No mesmo momento e na mesma avenida seguia tranquilamente um casal em seu veículo de luxo, que não aceitou encontrar aquele carrinho de reciclagem estacionado no canto da avenida disputando o mesmo espaço com eles, então pararam o veículo próximo ao carrinho e buzinaram para que o homem bêbado tirasse o carrinho da avenida.
Sem dar atenção para o casal e com muita dificuldade para caminhar o bêbado recolheu a garrafa plástica ouvindo o homem se manifestar buzinando e reclamando.

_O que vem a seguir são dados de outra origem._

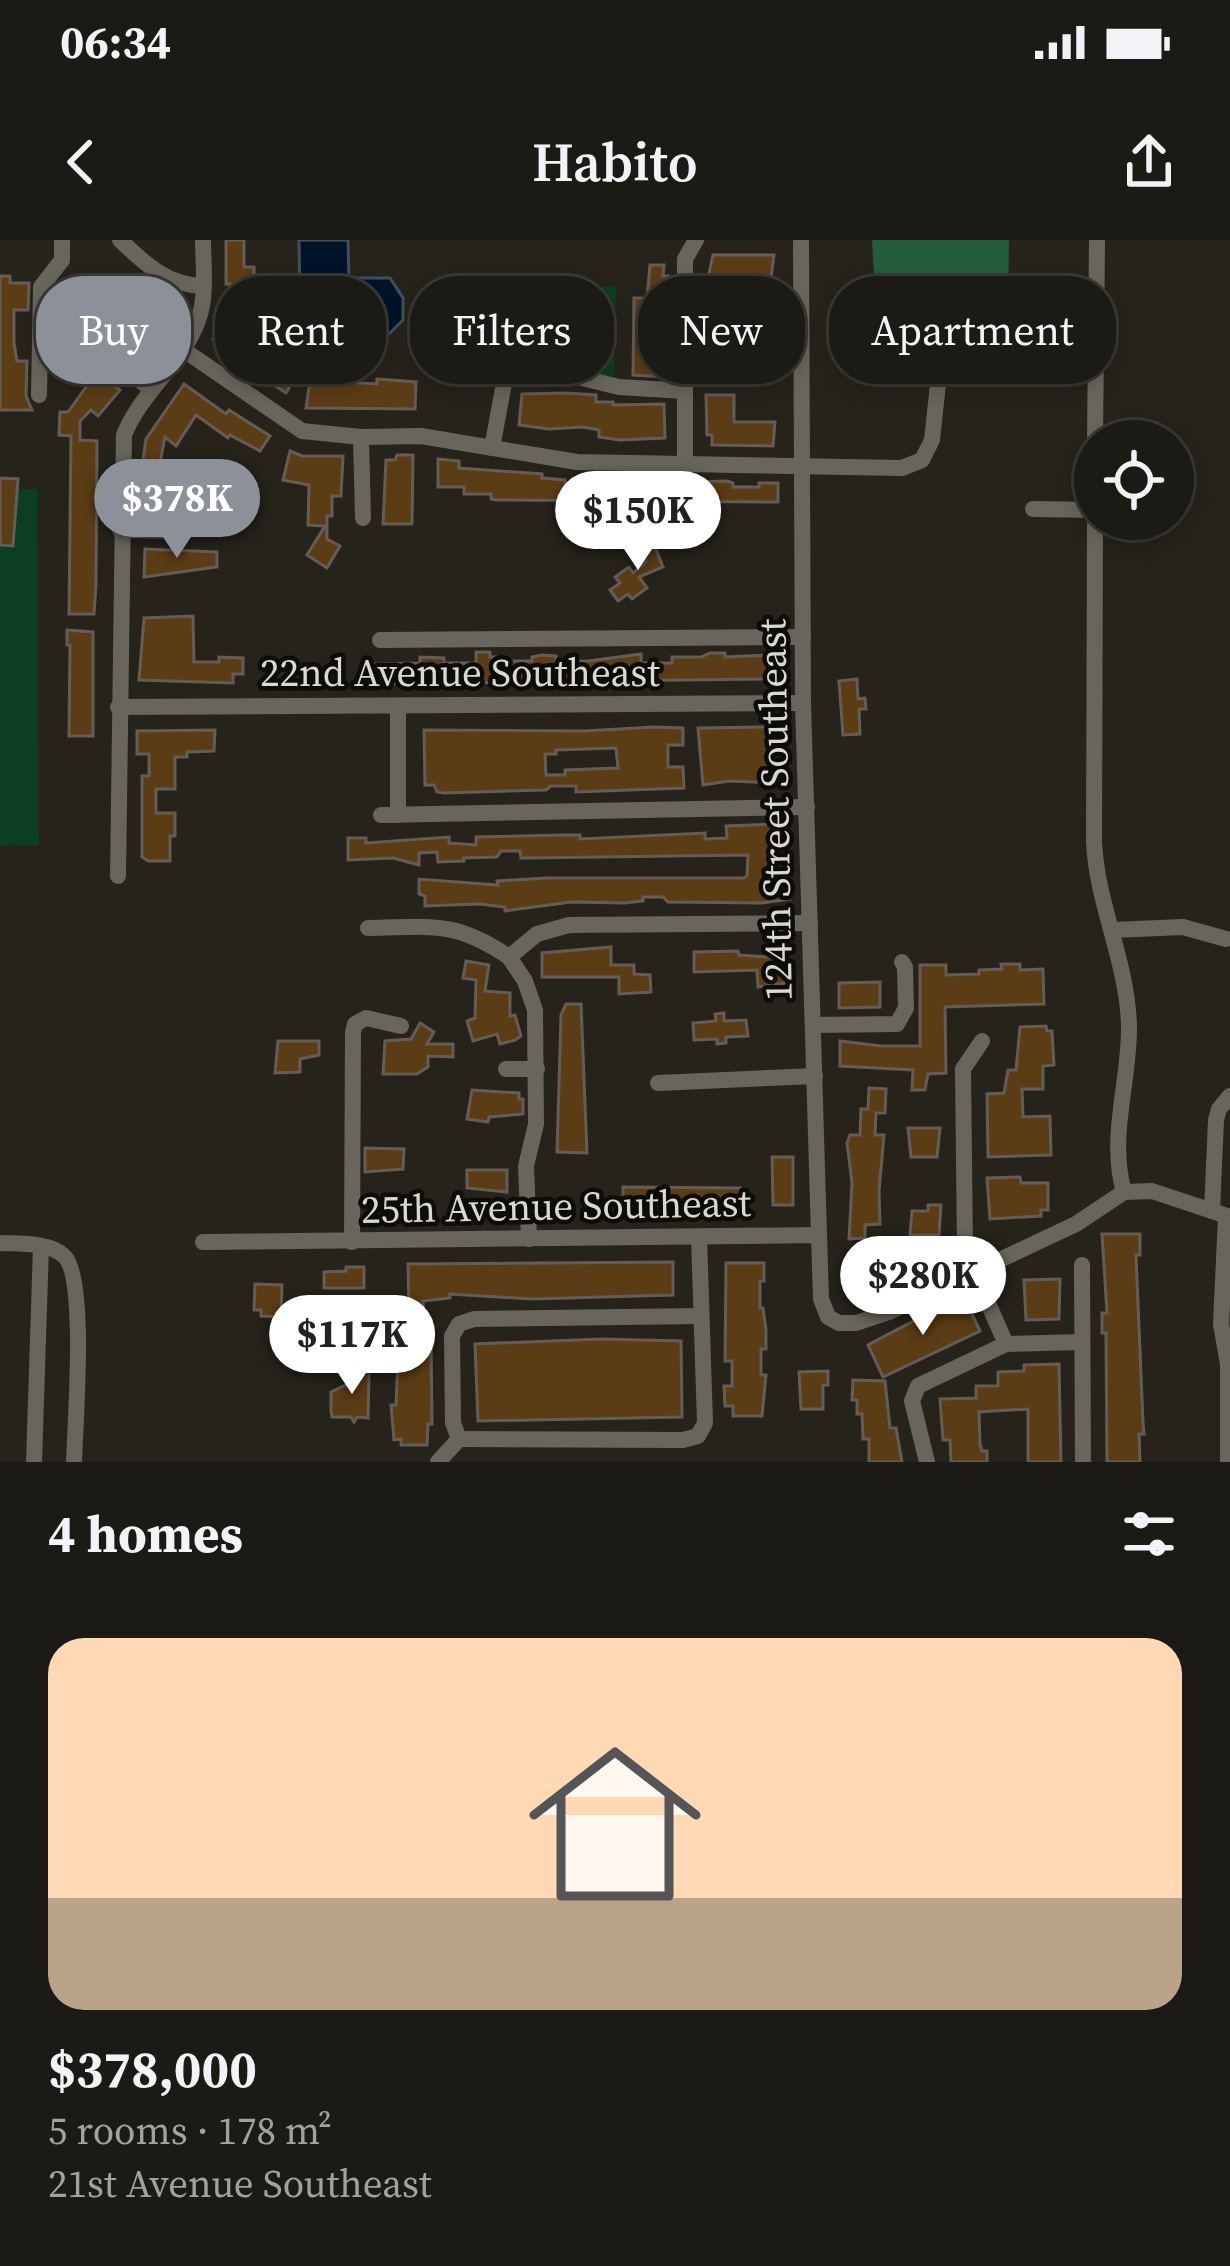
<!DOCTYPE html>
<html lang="en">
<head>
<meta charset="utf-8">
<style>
  body { margin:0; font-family:"Source Serif 4",serif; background:#292722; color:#f1f3f6; height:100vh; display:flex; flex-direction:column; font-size:45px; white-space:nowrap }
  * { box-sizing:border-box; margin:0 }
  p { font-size:39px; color:#a0a1a0 }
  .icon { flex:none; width:66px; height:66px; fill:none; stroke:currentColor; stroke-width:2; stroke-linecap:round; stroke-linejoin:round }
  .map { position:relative; height:1222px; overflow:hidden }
  .drawer { display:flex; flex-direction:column; background:#1c1a14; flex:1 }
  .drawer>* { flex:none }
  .hud { position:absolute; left:36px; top:36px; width:1158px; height:108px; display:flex; gap:24px }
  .fabs { position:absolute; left:1074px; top:180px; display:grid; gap:24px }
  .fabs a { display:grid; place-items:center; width:120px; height:120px; border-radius:50%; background:#1c1a14; box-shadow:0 6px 18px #0003,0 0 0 3px #3a3834; font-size:60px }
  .price { position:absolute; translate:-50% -102px; padding:0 27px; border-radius:42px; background:#fff; color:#222; font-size:39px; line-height:78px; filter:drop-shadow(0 3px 6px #0008) }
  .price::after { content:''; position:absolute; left:50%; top:72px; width:36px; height:27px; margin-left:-18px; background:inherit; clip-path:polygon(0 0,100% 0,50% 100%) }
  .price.active { background:#8c9099; color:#fff }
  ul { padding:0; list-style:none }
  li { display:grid; align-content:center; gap:24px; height:636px; padding:0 48px }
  li span { display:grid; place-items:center; height:372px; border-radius:36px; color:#555 }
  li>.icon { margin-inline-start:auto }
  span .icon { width:216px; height:216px; fill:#fffc; stroke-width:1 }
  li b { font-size:51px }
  h2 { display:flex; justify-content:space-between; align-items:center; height:144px; padding:0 48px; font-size:51px }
  .chip { padding:0 42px; border-radius:48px; background:#1c1a14; box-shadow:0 6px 18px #0003,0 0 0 3px #3a3834; font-size:42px; line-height:108px }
  .chip.active { background:#8c9099; color:#fff }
  .status { display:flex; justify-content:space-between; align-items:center; height:84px; padding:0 60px; background:#1c1a14; direction:ltr }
  .status svg { height:33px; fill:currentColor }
  header { display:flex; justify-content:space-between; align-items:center; height:156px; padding:0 48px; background:#1c1a14; font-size:54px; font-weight:600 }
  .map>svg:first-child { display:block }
  .green { fill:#0c3e21 }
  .forest { fill:#235d39 }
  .water { fill:#011328; stroke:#424e5b; stroke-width:3 }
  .building { fill:#5b3d15; stroke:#655d55; stroke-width:3; fill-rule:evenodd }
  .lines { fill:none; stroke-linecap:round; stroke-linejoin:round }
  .minor { stroke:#68665c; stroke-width:16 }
  .labels { text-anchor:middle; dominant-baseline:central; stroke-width:9; stroke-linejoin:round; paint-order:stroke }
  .street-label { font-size:39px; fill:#d9d8d2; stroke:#0d0c09 }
</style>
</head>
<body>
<div class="status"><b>06:34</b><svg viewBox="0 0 49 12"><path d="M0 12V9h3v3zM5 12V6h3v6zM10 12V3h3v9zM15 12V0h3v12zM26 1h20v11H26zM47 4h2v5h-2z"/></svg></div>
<header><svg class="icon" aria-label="back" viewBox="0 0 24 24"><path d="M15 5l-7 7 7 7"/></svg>Habito<svg class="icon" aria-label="share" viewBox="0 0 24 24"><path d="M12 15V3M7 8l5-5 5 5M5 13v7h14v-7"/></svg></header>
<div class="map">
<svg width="1230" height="1222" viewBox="0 0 1230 1222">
  <rect width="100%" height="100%" fill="#25231a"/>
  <g class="green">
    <polygon points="616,46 614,136 529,132 526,115 480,93 479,89 437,89 437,50"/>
    <polygon points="0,249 38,249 39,605 0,606"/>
  </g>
  <polygon class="forest" points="872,0 1009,0 1008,76 932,47 875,55"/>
  <path class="water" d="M299 0H348L349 38H390L403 58V80L390 93C356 92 327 91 300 69Z"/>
  <g class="building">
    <polygon points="226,0 244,0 244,27 254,27 254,78 242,123 220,110 221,105 213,99 221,89 230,44 226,44"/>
    <polygon points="713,15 774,15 771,38 708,38"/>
    <polygon points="650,25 664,25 663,36 668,36 667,137 633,135 634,58 647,58"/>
    <polygon points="0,36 10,36 10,43 29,43 28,70 14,70 14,103 17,121 27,121 26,156 32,170 0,170"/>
    <polygon points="151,62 173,73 139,124 118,108 137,78 141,81"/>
    <polygon points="708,70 772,71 774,95 712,93"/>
    <polygon points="263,104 275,115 269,122 294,140 286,153 244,126"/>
    <polygon points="96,133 120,150 98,176 91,170 80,181 80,200 97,201 96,344 94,374 69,374 71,196 59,195 60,172 68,172"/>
    <polygon points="377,139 416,142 415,169 306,168 310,140 377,144"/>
    <polygon points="184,144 226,174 229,170 270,196 260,211 230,195 228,198 196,175 176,206 165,197 156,243 160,243 160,250 194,249 214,254 208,281 195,278 197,273 148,272 145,263 143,219 146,199"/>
    <polygon points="566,153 596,155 596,162 613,162 613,165 664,164 665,198 620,200 599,197 599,190 583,187 549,189 519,185 522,154"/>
    <polygon points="706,155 734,155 734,182 775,182 773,206 712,205 712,195 707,195"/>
    <polygon points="290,211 302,216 343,216 341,256 332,256 332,276 327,276 327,299 340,306 327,328 307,315 325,286 308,285 309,245 283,240"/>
    <polygon points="397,215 413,215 412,284 383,284 386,220 395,220"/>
    <polygon points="438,219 459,221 459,228 542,234 542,238 565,240 565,244 660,242 666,247 692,247 691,242 727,241 733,243 733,247 759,247 759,243 778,243 778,262 496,260 491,259 491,254 464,254 464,247 438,247"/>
    <polygon points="0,238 18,239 13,306 0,305"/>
    <polygon points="652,299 663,327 639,337 647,348 632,359 628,354 618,361 610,350 620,343 615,337 629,327 633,333 646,322 639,305"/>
    <polygon points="145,309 217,312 217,327 144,337"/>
    <polygon points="193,376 194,422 219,422 219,417 243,418 243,434 233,434 233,443 139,440 144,378"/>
    <polygon points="67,390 93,392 93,496 69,496 70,405 67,405"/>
    <polygon points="476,412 490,412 490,417 500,417 500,421 532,421 532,417 542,415 556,416 556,421 588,421 641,414 641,423 672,423 672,417 701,417 710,413 725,413 725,417 773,415 773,439 364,444 364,424 420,423 420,417 444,418 444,423 476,423"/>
    <polygon points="857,439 858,459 865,458 866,469 859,469 860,494 843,495 839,441"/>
    <path d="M654 487 683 488V505H668V527H683L684 548 576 552V546H551L546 550 444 553 437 552 434 545H425L424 490 584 491ZM616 508 618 528 565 530V535H546L545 514H556V510Z"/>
    <polygon points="772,487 775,543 729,541 703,545 698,488"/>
    <polygon points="215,490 214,511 187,512 187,517 175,517 175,549 156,549 156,573 175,573 175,596 170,596 170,621 148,621 142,617 142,536 149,536 149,514 137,514 137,491"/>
    <polygon points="775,584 775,637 790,637 790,659 762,663 668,662 663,657 643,657 643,661 625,663 571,662 505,671 505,667 479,664 425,666 425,656 419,654 419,639 498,645 497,641 547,638 743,638 747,636 748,615 527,618 521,618 520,611 501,611 497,617 464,618 464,621 438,622 437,612 419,613 419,625 393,618 348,620 348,598 366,598 366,603 449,597 449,603 476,605 476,597 561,595 580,595 580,599 705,593 705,599 727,598 726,586"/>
    <polygon points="611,707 611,725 634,725 634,734 650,735 651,752 619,754 619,737 542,737 542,713"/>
    <polygon points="738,711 739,715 784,718 785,743 758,747 757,730 694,732 694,712"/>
    <polygon points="466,721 489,725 485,751 510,753 510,776 515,775 521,796 515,800 500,804 497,794 473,801 467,781 475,778 476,740 463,738"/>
    <polygon points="1001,724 1020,724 1020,730 1043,729 1044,764 945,767 946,833 928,834 925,850 912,850 913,830 840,826 840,801 881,806 920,806 920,725 946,725 946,735 979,734 979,730 1002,729"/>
    <polygon points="880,742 880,767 839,768 839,743"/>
    <polygon points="566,764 581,764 587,913 557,912 561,775"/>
    <polygon points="724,773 724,781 746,780 748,796 726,797 726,803 717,804 717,799 694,800 693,783 716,781 715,774"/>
    <polygon points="420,783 434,792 427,804 453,804 453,817 428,816 428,827 417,834 383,834 385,801 411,799"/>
    <polygon points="1046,786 1047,791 1052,791 1054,825 1043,826 1043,849 1022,849 1023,877 1050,876 1051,915 988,917 987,854 1004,853 1008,830 1016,830 1020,787"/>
    <polygon points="278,801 319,801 319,815 300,819 300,832 275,833"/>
    <polygon points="869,848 886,849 885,873 876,873 875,895 884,895 879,951 880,984 865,985 865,998 849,999 852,943 847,903 850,895 860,895 861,869 868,869"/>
    <polygon points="472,850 519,853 519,859 523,859 523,874 489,877 488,882 467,879"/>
    <polygon points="908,888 940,888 937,917 911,917"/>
    <polygon points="365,908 404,909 403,929 365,932"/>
    <polygon points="772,917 793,917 793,965 773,965"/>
    <polygon points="467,930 507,930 507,952 467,948"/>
    <polygon points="1020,937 1021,943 1048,943 1048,970 1041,970 1041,976 990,979 987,938"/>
    <polygon points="623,947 740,948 740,965 623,964"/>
    <polygon points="928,965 941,965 939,995 910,995 912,971 928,971"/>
    <polygon points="1102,994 1140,994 1140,1015 1136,1015 1143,1182 1144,1194 1139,1194 1140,1222 1107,1222 1106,1093 1102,1093 1102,1073 1107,1073"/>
    <polygon points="673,1022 673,1055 532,1059 450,1054 450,1058 423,1061 424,1080 428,1080 431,1098 432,1184 428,1184 427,1205 401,1205 401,1199 394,1200 391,1165 396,1165 400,1070 409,1070 408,1024"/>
    <polygon points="726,1023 764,1023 764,1041 760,1041 760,1068 763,1068 766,1090 766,1109 761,1109 761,1135 766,1135 762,1176 733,1176 733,1166 725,1166 724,1146 732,1146 732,1121 725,1121"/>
    <polygon points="346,1027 364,1027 364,1048 324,1048 324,1032 346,1031"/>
    <polygon points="1060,1039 1059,1079 1026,1080 1024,1040"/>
    <polygon points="255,1044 282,1045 281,1077 261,1076 261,1070 254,1070"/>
    <polygon points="966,1061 980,1091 883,1137 868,1105 923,1076 925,1080"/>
    <polygon points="602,1099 681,1101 682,1177 478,1181 475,1104"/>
    <polygon points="1059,1124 1061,1222 1028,1222 1028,1169 979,1172 980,1204 982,1211 987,1211 987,1222 951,1222 950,1200 943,1200 940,1159 976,1158 976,1146 998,1146 998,1132 1024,1131 1024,1125"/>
    <polygon points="354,1130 368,1130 369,1136 368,1178 357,1177 354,1182 351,1177 332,1177 331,1170 331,1152 348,1144"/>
    <polygon points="828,1131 828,1145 823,1145 823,1169 801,1169 799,1132"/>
    <polygon points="853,1140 885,1141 890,1188 896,1188 902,1222 869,1222 869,1199 863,1199 862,1174 857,1174 857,1160 852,1160"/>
  </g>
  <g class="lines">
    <g class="minor">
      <path d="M120 0C145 24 167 45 203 46"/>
      <polyline points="801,0 803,463 819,995"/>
      <polyline points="92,104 151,149"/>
      <polyline points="181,108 302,191 361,197 421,196 577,222 902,228 922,220 932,200 938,144"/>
      <polyline points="39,155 41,47 62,20 62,1"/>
      <polyline points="361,197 363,278"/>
      <polyline points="1095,201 1097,0"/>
      <polyline points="492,208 507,127 523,136 578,137 619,147 685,151"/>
      <polyline points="685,225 685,19 696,0"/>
      <polyline points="1033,269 1095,270"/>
      <path d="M1095 279 1094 602C1097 665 1127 721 1129 785 1130 842 1108 896 1124 952"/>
      <polyline points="120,290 186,291"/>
      <polyline points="380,400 803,397"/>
      <polyline points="118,467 803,463"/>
      <polyline points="381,575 807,567"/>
      <polyline points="398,575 398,466"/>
      <path d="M118 636 124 195C142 149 193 115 202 66 206 45 203 21 203 0"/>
      <path d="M368 688C432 687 454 680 509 717L537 694 569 685 810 683"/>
      <polyline points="1113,690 1183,687 1226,699"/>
      <polyline points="509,717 525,741 535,770 536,884 526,926 529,999"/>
      <polyline points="814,785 897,784 906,768 905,727 902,722"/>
      <polyline points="982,801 963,829 965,1011 1006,1104"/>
      <polyline points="506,829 537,829"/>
      <polyline points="658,843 815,836"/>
      <polyline points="1212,971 1216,880 1219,869 1230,856"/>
      <polyline points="1226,976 1221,1084 1228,1124 1228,1222"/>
      <polyline points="203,1002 819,995 821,1059 828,1077 839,1083 856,1083 889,1072 1076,984 1124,952 1152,951 1230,977"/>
      <polyline points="352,1002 353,792 355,784 366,778 401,786"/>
      <path d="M0 1003C19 1004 49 1002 64 1016 87 1036 75 1185 74 1222"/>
      <polyline points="1082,1025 1083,1222"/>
      <polyline points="459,1199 683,1200 698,1196 705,1183 699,997"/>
      <polyline points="459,1199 453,1183 452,1096 459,1084 474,1079 701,1076"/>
      <polyline points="34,1222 41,1006"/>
      <polyline points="438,1222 459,1199"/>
      <polyline points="927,1222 912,1161 918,1146 1006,1104 1080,1102"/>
    </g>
  </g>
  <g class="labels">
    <g class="street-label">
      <text x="460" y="432">22nd Avenue Southeast</text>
      <text transform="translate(775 570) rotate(-91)">124th Street Southeast</text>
      <text transform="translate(556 966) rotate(-1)">25th Avenue Southeast</text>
    </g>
  </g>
</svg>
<div class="fabs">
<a><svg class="icon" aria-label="locate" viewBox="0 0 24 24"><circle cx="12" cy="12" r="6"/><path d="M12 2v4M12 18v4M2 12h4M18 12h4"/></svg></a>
</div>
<b class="price active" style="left:177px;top:321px">$378K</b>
<b class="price" style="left:638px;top:333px">$150K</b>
<b class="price" style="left:923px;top:1098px">$280K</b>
<b class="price" style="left:352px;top:1157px">$117K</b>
<div class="hud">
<a class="chip active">Buy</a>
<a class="chip">Rent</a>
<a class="chip">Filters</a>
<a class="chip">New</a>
<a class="chip">Apartment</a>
</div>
</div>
<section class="drawer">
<h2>4 homes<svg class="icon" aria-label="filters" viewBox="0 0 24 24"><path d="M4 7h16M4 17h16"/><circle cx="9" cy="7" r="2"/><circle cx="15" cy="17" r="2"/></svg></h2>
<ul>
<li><span style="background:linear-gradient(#ffd9b3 70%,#b9a48a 0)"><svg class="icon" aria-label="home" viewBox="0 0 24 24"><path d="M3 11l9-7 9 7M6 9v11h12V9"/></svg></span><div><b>$378,000</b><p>5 rooms · 178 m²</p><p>21st Avenue Southeast</p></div></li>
</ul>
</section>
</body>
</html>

O homem estava ajeitando a garrafa plástica no carrinho de reciclagem quando o vidro do veículo de luxo baixou silenciosamente e uma lata de alumínio foi lançada para fora do carro poluindo a calçada. Vendo grande valor naquela lata o homem saiu cambaleando no efeito da bebida para recolhê-la. Essa atitude do reciclador deixou o motorista do veículo furioso que resolveu tirar satisfações com o bêbado.
- O senhor tem que tirar o carrinho da avenida para eu passar com o meu carro. É o meu direito!
O homem bêbado não entendeu nada. Se não havia nenhum veículo na avenida, por que ele não desviava o carro e ia embora.
O motorista do carro era um homem exageradamente gordo e extremamente ignorante. Ele se aproximou do reciclador agressivamente gritando e caminhando com dificuldade.
- Eu mandei você tirar aquele lixo do meio da avenida! Depois empurrou o homem bêbado que caiu na calçada sem esboçar nenhuma defesa.
O bêbado levantou com dificuldade e caminhou cambaleando pelo efeito dominador do álcool escutando palavras ofensivas do cidadão cheio de direitos.
Com dificuldades de equilíbrio nas passadas o bêbado descontrolado se aproximou do carrinho de reciclagem pegando um machado que estava guardado e caminhou para o lado do homem gordo querendo vingança. Ao avistar o homem com o machado na mão o gordo correu com dificuldade enquanto o bêbado corria cambaleando atrás querendo pegá-lo, porém essa perseguição não passou de dez metros, essa foi a distância suficiente para esgotá-los e amenizar a situação.
Um momento aterrorizador, pois o homem bêbado com muita raiva jogava o machado para o alto e ficava em baixo, foram várias vezes lançando o machado para o ar e nenhuma vez ele foi atingido na queda da ferramenta que se espatifava ao chão soltando faíscas. Essa atitude do bêbado deixou o gordo assustado com tamanha loucura.
Enquanto o bêbado voltava para o carrinho avistou a mulher do carro jogando uma caixa de sanduiches na calçada. Ele recolheu a lata de alumínio e a caixa de sanduiches deixando a calçada limpa, colocou no carrinho de reciclagem e continuou caminhando com o carrinho na avenida.
Essa atitude deixou o gordo furioso. Ele entrou no veículo de luxo e bateu na traseira do carrinho de reciclagem deixando o homem bêbado estirado na avenida e tudo esparramado, depois desviou o carro e foi embora como se nada tivesse acontecido.
Um casal que passava pela avenida em um carro velho parou e socorreu o homem bêbado, que havia machucado apenas o joelho e não aceitou ser levado para um hospital. Eles juntaram tudo e ele seguiu pela avenida puxando seu carrinho com dificuldades para caminhar.
Seguindo pela avenida o bêbado reencontra o mesmo veículo de luxo estacionado na avenida interrompendo sua passagem. Sem encontrar dificuldades ele desvia e continua seu caminho para descansar em casa.
Eles chegaram em casa no mesmo horário, o casal do veículo de luxo numa casa com cinco banheiros foi tomar banho em uma hidromassagem questionando como aquele homem bêbado poderia andar tão sujo, na cozinha da casa os empregados preparavam a mesa para o jantar.
O homem bêbado chegou em sua casa que era feita de caixas de papelão em baixo de um viaduto, à espera dele estava um cachorro latindo e fazendo festa pela sua chegada. Ele dividiu a comida com o amigo fiel e depois deitou sobre uns panos velhos dormindo profundamente para aliviar o cansaço do dia duro.
A manhã chegou e o bêbado estava morto com seu corpo sendo vigiado pelo amigo fiel e na mansão estava o corpo do homem gordo caído no banheiro de luxo depois de um enfarte fulminante, ambos foram descartados pela sociedade sem compaixão e a vida continuou.